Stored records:
====
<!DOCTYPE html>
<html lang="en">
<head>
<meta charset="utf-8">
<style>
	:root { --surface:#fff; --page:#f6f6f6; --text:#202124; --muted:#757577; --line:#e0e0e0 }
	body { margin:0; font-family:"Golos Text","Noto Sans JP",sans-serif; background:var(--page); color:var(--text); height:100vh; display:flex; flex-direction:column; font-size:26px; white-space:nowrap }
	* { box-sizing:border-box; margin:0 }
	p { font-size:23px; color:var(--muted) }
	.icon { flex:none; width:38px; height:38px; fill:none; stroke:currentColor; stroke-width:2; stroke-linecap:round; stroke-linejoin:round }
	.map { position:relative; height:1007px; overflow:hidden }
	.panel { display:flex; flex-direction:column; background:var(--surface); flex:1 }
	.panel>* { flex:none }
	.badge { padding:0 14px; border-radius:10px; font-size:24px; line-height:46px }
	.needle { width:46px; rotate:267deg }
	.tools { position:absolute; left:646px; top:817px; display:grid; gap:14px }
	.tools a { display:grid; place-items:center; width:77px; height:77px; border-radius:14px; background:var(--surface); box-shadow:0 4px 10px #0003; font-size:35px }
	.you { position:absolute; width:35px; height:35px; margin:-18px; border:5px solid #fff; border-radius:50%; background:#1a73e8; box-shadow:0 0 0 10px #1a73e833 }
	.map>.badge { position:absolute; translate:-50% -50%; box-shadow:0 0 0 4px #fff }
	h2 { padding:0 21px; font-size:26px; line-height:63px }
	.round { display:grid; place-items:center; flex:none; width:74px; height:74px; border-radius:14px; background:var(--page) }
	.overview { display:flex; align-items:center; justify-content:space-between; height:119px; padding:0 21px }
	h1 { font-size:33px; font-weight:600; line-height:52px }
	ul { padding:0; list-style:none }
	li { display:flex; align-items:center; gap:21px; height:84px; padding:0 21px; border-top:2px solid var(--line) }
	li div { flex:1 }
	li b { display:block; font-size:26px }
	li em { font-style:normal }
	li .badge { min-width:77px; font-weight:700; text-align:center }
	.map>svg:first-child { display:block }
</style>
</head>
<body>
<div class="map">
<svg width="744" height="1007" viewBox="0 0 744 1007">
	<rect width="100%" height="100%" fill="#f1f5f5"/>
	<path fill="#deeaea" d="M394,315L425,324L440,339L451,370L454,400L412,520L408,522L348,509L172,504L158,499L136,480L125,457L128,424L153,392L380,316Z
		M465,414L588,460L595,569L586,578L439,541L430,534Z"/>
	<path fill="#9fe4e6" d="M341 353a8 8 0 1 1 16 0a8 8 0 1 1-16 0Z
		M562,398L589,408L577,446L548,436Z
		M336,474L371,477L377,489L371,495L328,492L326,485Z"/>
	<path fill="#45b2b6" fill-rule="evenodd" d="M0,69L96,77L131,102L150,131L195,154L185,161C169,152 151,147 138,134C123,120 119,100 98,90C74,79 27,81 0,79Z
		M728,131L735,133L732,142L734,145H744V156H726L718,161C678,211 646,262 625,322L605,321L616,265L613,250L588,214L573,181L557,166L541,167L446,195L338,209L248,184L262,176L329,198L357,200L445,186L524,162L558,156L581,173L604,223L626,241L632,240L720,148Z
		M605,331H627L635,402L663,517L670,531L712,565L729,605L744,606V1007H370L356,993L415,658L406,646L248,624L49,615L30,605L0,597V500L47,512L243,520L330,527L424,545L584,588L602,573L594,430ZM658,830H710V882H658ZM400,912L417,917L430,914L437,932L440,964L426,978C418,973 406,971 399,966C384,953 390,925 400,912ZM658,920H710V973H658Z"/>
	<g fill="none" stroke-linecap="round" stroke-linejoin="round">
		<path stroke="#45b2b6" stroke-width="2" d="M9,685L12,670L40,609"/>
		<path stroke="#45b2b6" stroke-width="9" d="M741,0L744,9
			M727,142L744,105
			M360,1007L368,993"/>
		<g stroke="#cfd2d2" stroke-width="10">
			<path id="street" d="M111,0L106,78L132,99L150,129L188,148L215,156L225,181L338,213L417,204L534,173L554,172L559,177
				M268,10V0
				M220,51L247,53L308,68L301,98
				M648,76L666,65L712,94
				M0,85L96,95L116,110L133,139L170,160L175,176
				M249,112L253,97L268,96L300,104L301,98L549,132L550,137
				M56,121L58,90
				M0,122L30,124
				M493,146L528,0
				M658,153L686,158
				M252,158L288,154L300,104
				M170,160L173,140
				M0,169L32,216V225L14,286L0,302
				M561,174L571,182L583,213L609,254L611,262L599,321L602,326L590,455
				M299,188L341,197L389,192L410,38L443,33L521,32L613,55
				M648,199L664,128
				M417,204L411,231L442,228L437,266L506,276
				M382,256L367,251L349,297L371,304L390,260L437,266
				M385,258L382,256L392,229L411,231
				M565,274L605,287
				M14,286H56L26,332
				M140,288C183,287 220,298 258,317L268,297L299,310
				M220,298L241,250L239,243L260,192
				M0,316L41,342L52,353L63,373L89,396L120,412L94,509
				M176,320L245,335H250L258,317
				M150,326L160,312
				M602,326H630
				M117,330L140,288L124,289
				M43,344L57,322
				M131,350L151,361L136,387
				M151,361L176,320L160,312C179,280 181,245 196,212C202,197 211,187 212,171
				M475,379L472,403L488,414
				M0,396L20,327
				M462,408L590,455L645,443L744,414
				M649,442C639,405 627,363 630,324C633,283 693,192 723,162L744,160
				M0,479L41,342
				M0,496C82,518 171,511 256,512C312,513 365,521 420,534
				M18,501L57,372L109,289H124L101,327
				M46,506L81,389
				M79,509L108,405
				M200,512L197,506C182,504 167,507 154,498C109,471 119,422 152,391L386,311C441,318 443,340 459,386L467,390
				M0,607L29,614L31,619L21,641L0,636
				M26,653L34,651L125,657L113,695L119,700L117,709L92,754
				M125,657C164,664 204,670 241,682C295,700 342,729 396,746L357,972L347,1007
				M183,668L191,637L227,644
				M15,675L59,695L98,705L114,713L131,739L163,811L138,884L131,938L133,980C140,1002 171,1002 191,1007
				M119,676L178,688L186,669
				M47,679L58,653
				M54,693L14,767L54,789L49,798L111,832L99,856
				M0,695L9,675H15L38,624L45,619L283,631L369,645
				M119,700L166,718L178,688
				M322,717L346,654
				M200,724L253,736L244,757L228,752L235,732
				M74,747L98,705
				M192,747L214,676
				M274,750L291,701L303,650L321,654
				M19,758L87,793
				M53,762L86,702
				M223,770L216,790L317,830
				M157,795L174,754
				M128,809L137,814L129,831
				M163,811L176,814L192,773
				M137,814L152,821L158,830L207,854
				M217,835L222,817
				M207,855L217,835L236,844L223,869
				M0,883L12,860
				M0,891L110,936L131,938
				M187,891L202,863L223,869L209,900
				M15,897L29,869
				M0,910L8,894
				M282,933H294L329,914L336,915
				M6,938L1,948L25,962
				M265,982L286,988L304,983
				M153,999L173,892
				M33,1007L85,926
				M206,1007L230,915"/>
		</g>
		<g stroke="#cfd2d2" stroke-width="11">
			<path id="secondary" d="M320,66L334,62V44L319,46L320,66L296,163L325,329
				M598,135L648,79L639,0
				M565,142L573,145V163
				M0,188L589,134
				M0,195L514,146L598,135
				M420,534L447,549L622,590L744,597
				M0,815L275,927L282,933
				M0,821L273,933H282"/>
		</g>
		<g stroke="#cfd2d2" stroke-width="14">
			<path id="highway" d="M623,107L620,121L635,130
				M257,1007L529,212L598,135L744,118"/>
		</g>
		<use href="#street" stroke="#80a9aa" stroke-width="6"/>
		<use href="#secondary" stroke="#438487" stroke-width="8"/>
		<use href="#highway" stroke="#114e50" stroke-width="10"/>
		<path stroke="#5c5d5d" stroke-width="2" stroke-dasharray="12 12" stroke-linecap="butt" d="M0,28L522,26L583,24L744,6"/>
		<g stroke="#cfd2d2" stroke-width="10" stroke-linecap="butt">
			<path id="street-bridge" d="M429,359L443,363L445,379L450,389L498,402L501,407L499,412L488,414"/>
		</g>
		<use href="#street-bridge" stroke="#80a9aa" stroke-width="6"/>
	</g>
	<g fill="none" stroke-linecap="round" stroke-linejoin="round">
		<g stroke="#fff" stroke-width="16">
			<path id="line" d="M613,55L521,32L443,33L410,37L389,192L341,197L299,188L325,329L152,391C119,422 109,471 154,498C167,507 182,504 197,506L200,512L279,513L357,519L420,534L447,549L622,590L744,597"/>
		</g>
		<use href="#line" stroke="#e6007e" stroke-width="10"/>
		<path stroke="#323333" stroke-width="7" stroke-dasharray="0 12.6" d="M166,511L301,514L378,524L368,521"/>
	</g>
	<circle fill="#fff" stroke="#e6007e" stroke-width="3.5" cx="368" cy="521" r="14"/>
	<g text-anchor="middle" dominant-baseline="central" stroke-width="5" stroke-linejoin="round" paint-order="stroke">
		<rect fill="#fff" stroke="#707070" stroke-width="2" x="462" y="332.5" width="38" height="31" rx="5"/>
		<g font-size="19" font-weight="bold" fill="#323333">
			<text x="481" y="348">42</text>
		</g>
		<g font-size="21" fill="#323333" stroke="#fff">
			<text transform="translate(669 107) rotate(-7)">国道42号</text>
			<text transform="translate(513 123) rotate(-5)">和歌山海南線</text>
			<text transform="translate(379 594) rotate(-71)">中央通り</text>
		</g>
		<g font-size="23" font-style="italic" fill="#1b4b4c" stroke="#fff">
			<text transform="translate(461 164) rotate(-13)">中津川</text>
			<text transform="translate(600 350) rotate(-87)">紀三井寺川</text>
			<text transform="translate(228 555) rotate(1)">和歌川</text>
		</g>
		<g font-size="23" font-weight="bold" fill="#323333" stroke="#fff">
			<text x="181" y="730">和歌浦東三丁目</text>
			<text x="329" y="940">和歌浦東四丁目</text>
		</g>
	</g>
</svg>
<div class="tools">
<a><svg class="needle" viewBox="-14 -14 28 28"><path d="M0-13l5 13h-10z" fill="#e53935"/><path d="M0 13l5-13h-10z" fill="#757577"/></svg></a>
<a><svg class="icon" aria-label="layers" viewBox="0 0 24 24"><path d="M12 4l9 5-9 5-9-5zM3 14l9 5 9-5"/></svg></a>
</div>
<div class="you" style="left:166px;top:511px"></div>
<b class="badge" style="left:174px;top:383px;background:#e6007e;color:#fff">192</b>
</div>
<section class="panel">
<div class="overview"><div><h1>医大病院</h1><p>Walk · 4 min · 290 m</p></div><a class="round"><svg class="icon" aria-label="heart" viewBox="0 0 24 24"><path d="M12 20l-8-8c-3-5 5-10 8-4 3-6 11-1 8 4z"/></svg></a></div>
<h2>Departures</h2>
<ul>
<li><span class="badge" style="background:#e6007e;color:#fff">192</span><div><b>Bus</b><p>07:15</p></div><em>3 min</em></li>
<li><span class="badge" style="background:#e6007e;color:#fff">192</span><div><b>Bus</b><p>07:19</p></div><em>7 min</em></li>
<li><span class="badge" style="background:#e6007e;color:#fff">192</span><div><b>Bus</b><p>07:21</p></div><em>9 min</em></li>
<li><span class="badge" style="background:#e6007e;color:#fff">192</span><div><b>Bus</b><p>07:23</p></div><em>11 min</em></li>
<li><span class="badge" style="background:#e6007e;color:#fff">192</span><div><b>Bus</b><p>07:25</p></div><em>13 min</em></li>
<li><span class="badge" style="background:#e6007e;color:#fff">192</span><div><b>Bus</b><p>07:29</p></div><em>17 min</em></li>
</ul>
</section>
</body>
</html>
====
Task directions: Output each line of the records above exactly, beginning at the first, and stop once the line containing "--surface:#fff; --page:#f6f6f6; --text:#202124;" has been output.

Written answer:
<!DOCTYPE html>
<html lang="en">
<head>
<meta charset="utf-8">
<style>
	:root { --surface:#fff; --page:#f6f6f6; --text:#202124; --muted:#757577; --line:#e0e0e0 }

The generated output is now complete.